Au dernier classement publié par l’ICCF, le GMI suédois Ulf Andersson est désormais numéro un mondial. Quelle réflexion cela vous inspire ?
Gert Jan Timmerman s’est qualifié avant de devenir le 15e champion du monde de l’histoire.
Probablement. On peut d’ailleurs espérer que le jeu Email permette l’intégration de nouveaux forts joueurs pendule. Il y a deux catégories chez les joueurs pendule : les amateurs et les professionnels. A priori, je ne vois pas bien l’intérêt pour les joueurs professionnels de se lancer dans le JPC. On peut effectivement s’interroger sur les motivations de Ulf Andersson mais on est en droit de se demander si, a terme, il n’existera pas une catégorie de joueurs pros par correspondance. Il existe déjà certains tournois sponsorisés par le mécène hollandais (et fort en JPC) Joop Van Oosterom. Actuellement les sommes en jeu ne sont absolument pas en rapport avec le temps consacré par les joueurs. Les meilleurs prix sont de l’ordre de 1500-2500 Euros, ce qui, même par Email, représente au moins un an de travail. Il n’y a donc aucune rentabilité. Ceci étant dit le problème est identique à la pendule dans la mesure où seuls les meilleurs joueurs peuvent en vivre.
Ne serait-ce que par curiosité, avez-vous déjà regardé des parties d’Andersson ?
Non, mais cela n’a rien à voir avec lui. En fait je ne regarde pas beaucoup les parties des autres joueurs, sauf pour les variantes qui m’intéressent car autrement cela prendrait trop de temps. J’essaye de toujours faire utile et du coup j’évite les études personnalisées.
Andersson est aujourd’hui le numéro un mondial. Cela signifie-t-il qu’il est aussi le meilleur joueur du monde ?
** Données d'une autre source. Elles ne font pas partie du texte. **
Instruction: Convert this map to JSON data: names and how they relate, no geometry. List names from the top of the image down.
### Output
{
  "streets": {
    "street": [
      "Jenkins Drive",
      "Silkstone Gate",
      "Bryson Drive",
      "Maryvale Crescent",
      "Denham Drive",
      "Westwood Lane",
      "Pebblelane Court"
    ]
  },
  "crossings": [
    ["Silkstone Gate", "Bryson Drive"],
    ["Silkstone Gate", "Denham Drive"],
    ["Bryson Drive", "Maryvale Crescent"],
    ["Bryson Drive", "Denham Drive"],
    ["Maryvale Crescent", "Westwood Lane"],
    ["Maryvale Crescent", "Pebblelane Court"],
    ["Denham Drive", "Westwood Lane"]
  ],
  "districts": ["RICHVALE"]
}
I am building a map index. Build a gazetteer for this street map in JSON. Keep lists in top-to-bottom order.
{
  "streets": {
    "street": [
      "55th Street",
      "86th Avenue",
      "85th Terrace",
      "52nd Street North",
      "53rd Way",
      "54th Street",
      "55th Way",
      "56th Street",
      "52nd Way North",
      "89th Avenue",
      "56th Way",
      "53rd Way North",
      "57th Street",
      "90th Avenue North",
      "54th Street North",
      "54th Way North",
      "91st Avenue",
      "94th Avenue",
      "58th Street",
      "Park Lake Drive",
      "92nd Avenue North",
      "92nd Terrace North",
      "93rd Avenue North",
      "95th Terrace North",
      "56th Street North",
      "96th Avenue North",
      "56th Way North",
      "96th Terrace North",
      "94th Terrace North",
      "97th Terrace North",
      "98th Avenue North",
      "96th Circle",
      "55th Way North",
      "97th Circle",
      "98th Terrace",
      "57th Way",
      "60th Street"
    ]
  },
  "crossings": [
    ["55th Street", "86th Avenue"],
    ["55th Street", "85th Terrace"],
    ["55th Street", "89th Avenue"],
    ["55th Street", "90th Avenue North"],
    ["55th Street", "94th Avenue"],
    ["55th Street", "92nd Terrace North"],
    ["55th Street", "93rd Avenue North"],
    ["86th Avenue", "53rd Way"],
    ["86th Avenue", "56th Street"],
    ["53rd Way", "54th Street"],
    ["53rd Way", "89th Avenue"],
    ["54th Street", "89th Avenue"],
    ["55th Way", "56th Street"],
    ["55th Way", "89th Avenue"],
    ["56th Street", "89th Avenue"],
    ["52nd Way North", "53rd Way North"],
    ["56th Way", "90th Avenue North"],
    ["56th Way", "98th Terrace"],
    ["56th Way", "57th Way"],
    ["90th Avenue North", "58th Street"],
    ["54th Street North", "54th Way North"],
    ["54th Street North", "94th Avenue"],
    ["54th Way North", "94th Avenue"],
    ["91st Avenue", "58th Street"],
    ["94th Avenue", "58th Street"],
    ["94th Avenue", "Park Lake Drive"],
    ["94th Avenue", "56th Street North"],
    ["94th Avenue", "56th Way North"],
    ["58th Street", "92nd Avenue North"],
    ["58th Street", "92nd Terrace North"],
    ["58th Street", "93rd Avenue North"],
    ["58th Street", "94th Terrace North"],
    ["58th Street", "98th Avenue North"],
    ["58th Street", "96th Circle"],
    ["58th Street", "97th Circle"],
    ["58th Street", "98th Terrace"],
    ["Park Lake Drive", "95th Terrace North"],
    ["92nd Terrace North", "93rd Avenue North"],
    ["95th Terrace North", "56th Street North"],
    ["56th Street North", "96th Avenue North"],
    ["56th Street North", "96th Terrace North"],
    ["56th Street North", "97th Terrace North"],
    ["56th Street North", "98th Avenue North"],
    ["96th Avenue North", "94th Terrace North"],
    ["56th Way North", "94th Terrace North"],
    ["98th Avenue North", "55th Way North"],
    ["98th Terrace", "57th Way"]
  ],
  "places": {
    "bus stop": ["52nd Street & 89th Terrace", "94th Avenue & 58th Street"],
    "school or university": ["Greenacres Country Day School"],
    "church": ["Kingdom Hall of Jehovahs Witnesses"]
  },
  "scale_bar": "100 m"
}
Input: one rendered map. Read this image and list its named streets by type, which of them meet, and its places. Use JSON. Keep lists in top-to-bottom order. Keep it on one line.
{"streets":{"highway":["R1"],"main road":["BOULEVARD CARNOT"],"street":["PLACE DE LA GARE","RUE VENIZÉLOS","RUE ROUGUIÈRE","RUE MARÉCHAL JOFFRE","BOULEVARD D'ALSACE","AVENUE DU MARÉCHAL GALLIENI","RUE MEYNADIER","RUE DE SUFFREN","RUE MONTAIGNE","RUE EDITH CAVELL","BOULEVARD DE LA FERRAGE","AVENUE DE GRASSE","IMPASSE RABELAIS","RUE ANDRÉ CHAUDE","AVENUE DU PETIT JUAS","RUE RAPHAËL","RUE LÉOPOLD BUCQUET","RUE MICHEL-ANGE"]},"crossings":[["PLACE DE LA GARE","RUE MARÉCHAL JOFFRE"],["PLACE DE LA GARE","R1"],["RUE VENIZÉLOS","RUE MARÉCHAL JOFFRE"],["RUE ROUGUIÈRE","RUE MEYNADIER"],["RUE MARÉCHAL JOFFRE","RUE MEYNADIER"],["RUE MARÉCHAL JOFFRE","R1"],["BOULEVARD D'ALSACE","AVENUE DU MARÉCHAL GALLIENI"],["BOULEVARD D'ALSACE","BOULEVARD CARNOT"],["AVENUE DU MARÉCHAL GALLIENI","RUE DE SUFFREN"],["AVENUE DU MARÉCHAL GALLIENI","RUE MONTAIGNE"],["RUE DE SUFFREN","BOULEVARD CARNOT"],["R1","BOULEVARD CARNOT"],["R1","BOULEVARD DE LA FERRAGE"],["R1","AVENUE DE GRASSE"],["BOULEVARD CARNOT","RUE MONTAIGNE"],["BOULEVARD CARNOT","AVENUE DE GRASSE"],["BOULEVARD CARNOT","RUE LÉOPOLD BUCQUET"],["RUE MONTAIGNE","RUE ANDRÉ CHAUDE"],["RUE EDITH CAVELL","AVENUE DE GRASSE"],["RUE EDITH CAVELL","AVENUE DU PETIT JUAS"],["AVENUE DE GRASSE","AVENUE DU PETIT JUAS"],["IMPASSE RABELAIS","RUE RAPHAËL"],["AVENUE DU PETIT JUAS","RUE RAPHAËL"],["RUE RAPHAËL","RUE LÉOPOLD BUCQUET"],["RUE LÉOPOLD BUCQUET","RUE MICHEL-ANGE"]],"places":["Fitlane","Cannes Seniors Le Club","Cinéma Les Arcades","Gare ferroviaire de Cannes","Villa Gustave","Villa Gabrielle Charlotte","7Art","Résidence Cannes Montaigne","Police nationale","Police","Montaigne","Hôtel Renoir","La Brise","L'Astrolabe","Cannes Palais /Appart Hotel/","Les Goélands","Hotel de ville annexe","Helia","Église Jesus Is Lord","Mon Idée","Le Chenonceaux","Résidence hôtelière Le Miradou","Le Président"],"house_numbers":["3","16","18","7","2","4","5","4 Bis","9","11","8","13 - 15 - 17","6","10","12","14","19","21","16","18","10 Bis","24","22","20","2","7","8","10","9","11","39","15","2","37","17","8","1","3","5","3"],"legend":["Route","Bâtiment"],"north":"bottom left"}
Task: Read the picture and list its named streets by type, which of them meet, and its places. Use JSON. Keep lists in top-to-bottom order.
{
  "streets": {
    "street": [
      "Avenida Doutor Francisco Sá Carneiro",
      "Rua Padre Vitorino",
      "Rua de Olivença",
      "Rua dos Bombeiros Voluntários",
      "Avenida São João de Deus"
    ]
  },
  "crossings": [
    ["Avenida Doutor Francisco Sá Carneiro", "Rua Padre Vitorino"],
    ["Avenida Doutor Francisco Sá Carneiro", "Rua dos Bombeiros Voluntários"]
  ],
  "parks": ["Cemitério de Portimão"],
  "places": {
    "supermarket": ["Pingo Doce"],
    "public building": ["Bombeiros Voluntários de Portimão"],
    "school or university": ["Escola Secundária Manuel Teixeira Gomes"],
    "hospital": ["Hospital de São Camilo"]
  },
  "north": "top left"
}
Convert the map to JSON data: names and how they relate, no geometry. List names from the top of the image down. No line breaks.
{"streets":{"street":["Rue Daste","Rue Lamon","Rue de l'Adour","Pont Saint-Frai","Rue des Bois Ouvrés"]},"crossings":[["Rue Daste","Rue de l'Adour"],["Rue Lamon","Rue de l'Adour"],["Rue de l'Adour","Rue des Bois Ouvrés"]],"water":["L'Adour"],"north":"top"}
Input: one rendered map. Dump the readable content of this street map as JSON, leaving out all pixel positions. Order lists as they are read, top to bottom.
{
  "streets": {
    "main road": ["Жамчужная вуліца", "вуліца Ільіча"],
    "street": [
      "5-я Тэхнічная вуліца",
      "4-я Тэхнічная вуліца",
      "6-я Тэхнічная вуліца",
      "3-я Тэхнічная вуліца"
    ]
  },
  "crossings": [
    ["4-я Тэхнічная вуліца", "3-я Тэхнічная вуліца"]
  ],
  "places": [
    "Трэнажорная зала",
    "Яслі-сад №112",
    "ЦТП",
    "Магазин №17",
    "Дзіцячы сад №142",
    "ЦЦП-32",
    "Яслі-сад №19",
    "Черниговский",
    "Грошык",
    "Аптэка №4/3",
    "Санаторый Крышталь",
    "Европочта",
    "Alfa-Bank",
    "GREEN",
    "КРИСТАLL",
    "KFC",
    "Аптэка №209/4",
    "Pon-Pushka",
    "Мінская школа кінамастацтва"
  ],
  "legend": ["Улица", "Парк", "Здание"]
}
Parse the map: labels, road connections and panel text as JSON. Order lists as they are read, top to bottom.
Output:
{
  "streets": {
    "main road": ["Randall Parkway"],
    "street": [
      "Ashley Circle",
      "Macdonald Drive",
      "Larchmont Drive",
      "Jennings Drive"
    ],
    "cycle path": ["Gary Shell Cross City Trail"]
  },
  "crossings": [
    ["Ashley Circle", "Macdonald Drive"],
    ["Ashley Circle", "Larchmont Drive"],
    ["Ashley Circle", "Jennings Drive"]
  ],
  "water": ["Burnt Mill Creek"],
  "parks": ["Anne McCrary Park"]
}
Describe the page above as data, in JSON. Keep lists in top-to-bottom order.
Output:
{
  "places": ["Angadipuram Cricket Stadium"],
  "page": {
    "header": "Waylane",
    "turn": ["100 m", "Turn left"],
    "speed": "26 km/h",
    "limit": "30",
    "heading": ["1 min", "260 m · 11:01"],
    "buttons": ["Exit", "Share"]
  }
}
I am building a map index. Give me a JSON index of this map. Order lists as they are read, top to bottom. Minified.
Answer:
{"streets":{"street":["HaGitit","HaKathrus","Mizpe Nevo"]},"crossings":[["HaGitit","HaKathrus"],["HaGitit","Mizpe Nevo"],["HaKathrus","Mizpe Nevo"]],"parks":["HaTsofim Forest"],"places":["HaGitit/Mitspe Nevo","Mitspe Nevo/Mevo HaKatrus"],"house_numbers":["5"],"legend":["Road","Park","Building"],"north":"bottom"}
Je me suis longtemps posé la question de savoir qui était le meilleur joueur du monde : le numéro un au classement ou le champion du monde ? En ce qui concerne le championnat du monde, il faut savoir qu’il y a plusieurs cycles en route en même temps. À ce jour, il y a trois championnats du monde (15e, 16e et 17e) en cours. D’où l’idée que le classement reflète sans doute mieux la situation d’autant qu’en général le numéro un mondial ne figure pas au championnat du monde. L’exception est Gert Jan Timmerman qui fut à la fois champion du monde et numéro un mondial.
Vous est-il déjà arrivé de rencontrer un fort joueur FIDE par correspondance ?
Actuellement je participe au tournoi «25 ans de Mate Postal» dans lequel j’ai battu le GMI FIDE danois H. Danielsen d’une façon magistrale et cela m’a beaucoup étonné. Je ne sais d’ailleurs pas quelles conclusions en tirer. J’ai cru comprendre qu’il s’agissait de son premier tournoi par correspondance. Je ne sais pas si ce joueur a pris les choses au sérieux, mais je suis en revanche certain qu’avec Ulf Andersson les choses ne se seraient pas déroulées de la même manière.
Vous êtes aujourd’hui le 64e (!) joueur mondial avec 2 600. Quels sont maintenant vos prochains objectifs ?
Disons que je suis particulièrement heureux de retrouver le club des 2 600. Sur le plan du classement je ne me suis jamais fixé d’objectifs particuliers. En revanche, dans la finale du 17e championnat du monde auquel je participe en ce moment, l’objectif est clair : terminer premier ! Cela peut sembler présomptueux mais je cherche toujours à gagner lorsque je participe à un tournoi. Cela peut d’ailleurs faire sourire car je n’ai quasiment jamais gagné de tournoi. Étrangement, je suis un spécialiste des classements ex-aequo. Comme on dit, je suis souvent placé, jamais gagnant. Je suis néanmoins très fier de ne jamais avoir réalisé de contre-performances.
Comment voyez-vous ce 17e championnat du monde ?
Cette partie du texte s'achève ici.